Gaekwad's offer, made through his company Danny Gaekwad Developments & Investments Florida, is for 26% of the outstanding share capital of REL. In a letter to the Securities and Exchange Board of India (SEBI) Chairperson, Gaekwad contended that his offer price of Rs 275 per share provides a fair and reasonable exit opportunity for public shareholders, in compliance with the letter and spirit of the SEBI Takeover Regulations.
Gaekwad's letter also contended that the Burmans' open offer grossly undervalues the real worth of REL, is to the detriment of public shareholders, and fails to disclose how they propose to comply with the Reserve Bank of India (RBI)-mandated condition on the consolidation of non-banking financial companies (NBFCs) within the Religare and Burman groups and the impact thereof on REL shareholders.
The Burman family's open offer, which is set to begin on January 27, 2025, has faced opposition from REL's independent directors, who have raised concerns about the valuation of the open offer and the potential fraud and other breaches by Burman family entities. The independent directors have advised public shareholders to carefully evaluate their options, considering the pricing issues and the regulatory challenges.
The competition watchdog, the Competition Commission of India (CCI), has approved the Burman family's acquisition of a 5.27% stake in REL, as well as the subsequent open offer for an additional 26% stake. However, Gaekwad's competing offer may delay or even prevent the Burman family's open offer from proceeding, as shareholders may wait for Gaekwad's offer or prefer it over the Burman family's offer.
The outcome of this competing offer will be closely monitored by market participants and regulators alike, as the Burman family's attempt to acquire a majority stake in REL continues to unfold. Shareholders will need to weigh the pricing, transparency, and regulatory compliance aspects of both offers before making their decisions.
SPR--

Danny Gaekwad, a Florida-based businessman, has expressed his intent to make a competing cash offer for Religare Enterprises (REL) at Rs 275 per share, challenging the Burman family's open offer of Rs 235 per share. Gaekwad's offer comes as a surprise in the ongoing takeover saga of REL, which has seen the Burman family, promoters of FMCG giant Dabur, attempt to acquire an additional 26% stake in the financial services company.

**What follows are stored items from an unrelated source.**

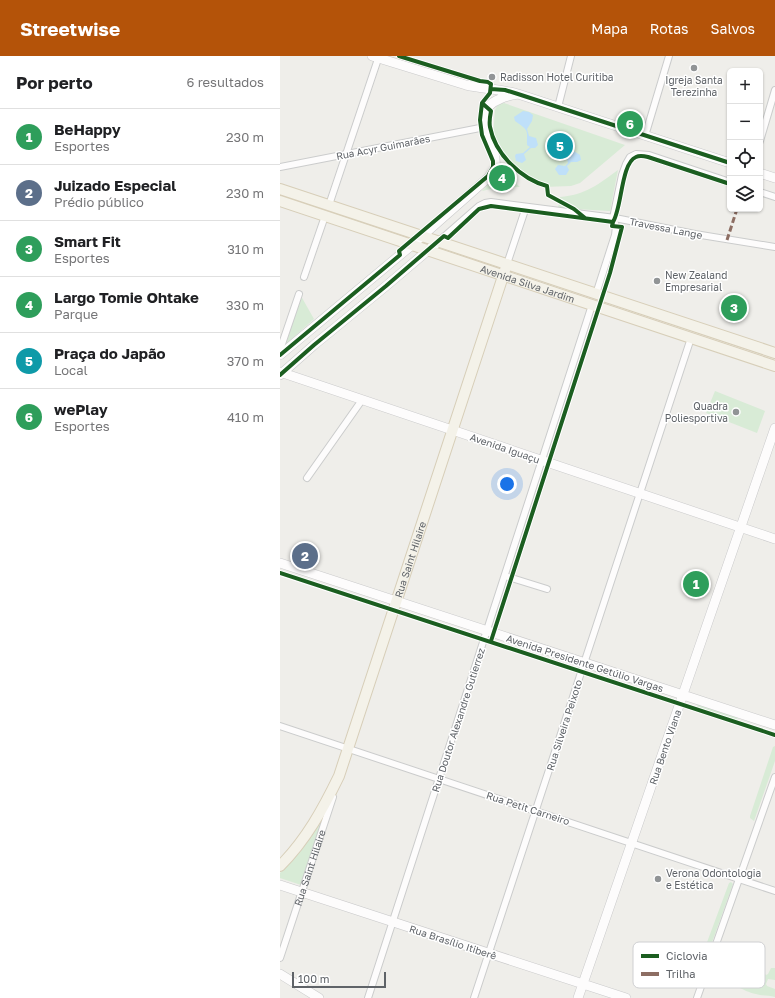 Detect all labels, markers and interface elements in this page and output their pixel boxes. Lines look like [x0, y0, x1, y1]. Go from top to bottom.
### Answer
text: Streetwise [20, 17, 120, 40]
text: Mapa [591, 20, 628, 37]
text: Rotas [650, 20, 689, 37]
text: Salvos [711, 20, 755, 37]
marker: Igreja Santa Terezinha [689, 63, 699, 73]
map controls [727, 68, 763, 212]
button: + [727, 68, 763, 104]
place label: Radisson Hotel Curitiba [500, 71, 613, 83]
text: Por perto [16, 72, 93, 93]
marker: Radisson Hotel Curitiba [487, 72, 497, 82]
text: 6 resultados [187, 74, 264, 90]
place label: Igreja Santa Terezinha [665, 74, 723, 98]
button: − [727, 104, 763, 140]
pin: 6 [617, 109, 643, 139]
text: BeHappy [54, 120, 121, 138]
text: 1 [26, 129, 32, 145]
text: 230 m [226, 129, 264, 145]
pin: 5 [547, 131, 573, 161]
street label: Rua Acyr Guimarães [335, 132, 431, 162]
text: Esportes [54, 138, 110, 154]
button: locate [727, 140, 763, 176]
pin: 4 [489, 163, 515, 193]
text: Juizado Especial [54, 176, 176, 194]
button: layers [727, 176, 763, 212]
text: 2 [25, 185, 33, 201]
text: 230 m [226, 185, 264, 201]
text: Prédio público [54, 194, 144, 210]
street label: Travessa Lange [629, 215, 704, 241]
text: Smart Fit [54, 232, 121, 250]
text: 3 [25, 241, 33, 257]
text: 310 m [227, 241, 264, 257]
text: Esportes [54, 250, 110, 266]
street label: Avenida Silva Jardim [479, 262, 576, 305]
place label: New Zealand Empresarial [665, 269, 727, 293]
marker: New Zealand Empresarial [652, 276, 662, 286]
text: Largo Tomie Ohtake [54, 288, 199, 306]
pin: 3 [721, 293, 747, 323]
text: 4 [25, 297, 33, 313]
text: 330 m [226, 297, 264, 313]
text: Parque [54, 306, 98, 322]
text: Praça do Japão [54, 344, 166, 362]
text: 5 [25, 353, 33, 369]
text: 370 m [227, 353, 264, 369]
text: Local [54, 362, 88, 378]
text: wePlay [54, 400, 108, 418]
place label: Quadra Poliesportiva [665, 400, 728, 424]
marker: Quadra Poliesportiva [731, 407, 741, 417]
text: 6 [25, 409, 33, 425]
text: 410 m [227, 409, 264, 425]
text: Esportes [54, 418, 110, 434]
street label: Avenida Iguaçu [469, 430, 541, 466]
your location [497, 474, 517, 494]
street label: Rua Saint Hilaire [392, 520, 428, 599]
pin: 2 [292, 541, 318, 571]
pin: 1 [683, 569, 709, 599]
street label: Avenida Presidente Getúlio Vargas [505, 632, 665, 694]
street label: Rua Doutor Alexandre Gutierrez [429, 646, 487, 794]
street label: Rua Silveira Peixoto [544, 678, 584, 772]
street label: Rua Bento Viana [647, 708, 683, 786]
street label: Rua Petit Carneiro [485, 789, 571, 827]
street label: Rua Saint Hilaire [292, 828, 328, 907]
place label: Verona Odontologia e Estética [666, 867, 761, 891]
marker: Verona Odontologia e Estética [653, 874, 663, 884]
street label: Rua Brasílio Itiberê [408, 922, 498, 962]
legend [633, 942, 765, 988]
text: Ciclovia [666, 949, 708, 962]
text: Trilha [666, 967, 696, 980]
scale bar [292, 970, 386, 989]
text: 100 m [298, 972, 329, 985] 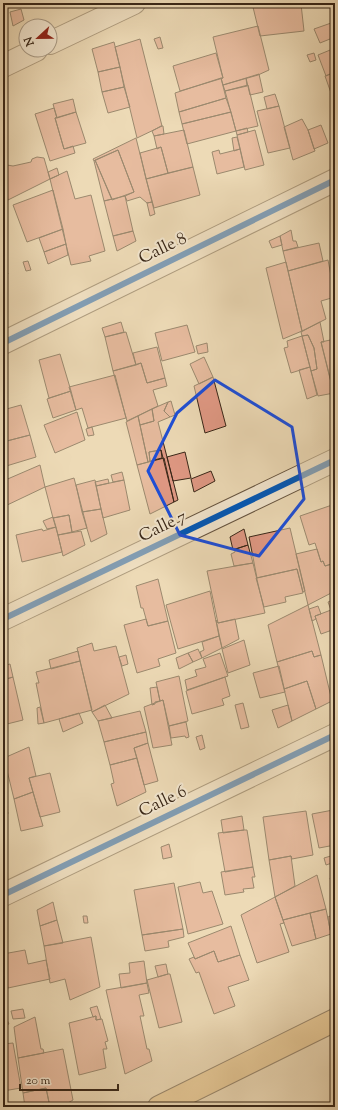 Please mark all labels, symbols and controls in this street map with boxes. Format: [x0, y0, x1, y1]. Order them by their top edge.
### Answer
north arrow [18, 18, 58, 58]
text: N [21, 34, 39, 49]
street label: Calle 8 [135, 227, 191, 271]
street label: Calle 7 [135, 505, 191, 549]
street label: Calle 6 [135, 780, 191, 824]
scale bar [20, 1066, 118, 1092]
text: 20 m [26, 1072, 51, 1090]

Gaekwad's offer, made through his company Danny Gaekwad Developments & Investments Florida, is for 26% of the outstanding share capital of REL. In a letter to the Securities and Exchange Board of India (SEBI) Chairperson, Gaekwad contended that his offer price of Rs 275 per share provides a fair and reasonable exit opportunity for public shareholders, in compliance with the letter and spirit of the SEBI Takeover Regulations.
Gaekwad's letter also contended that the Burmans' open offer grossly undervalues the real worth of REL, is to the detriment of public shareholders, and fails to disclose how they propose to comply with the Reserve Bank of India (RBI)-mandated condition on the consolidation of non-banking financial companies (NBFCs) within the Religare and Burman groups and the impact thereof on REL shareholders.
The Burman family's open offer, which is set to begin on January 27, 2025, has faced opposition from REL's independent directors, who have raised concerns about the valuation of the open offer and the potential fraud and other breaches by Burman family entities. The independent directors have advised public shareholders to carefully evaluate their options, considering the pricing issues and the regulatory challenges.
The competition watchdog, the Competition Commission of India (CCI), has approved the Burman family's acquisition of a 5.27% stake in REL, as well as the subsequent open offer for an additional 26% stake. However, Gaekwad's competing offer may delay or even prevent the Burman family's open offer from proceeding, as shareholders may wait for Gaekwad's offer or prefer it over the Burman family's offer.
The outcome of this competing offer will be closely monitored by market participants and regulators alike, as the Burman family's attempt to acquire a majority stake in REL continues to unfold. Shareholders will need to weigh the pricing, transparency, and regulatory compliance aspects of both offers before making their decisions.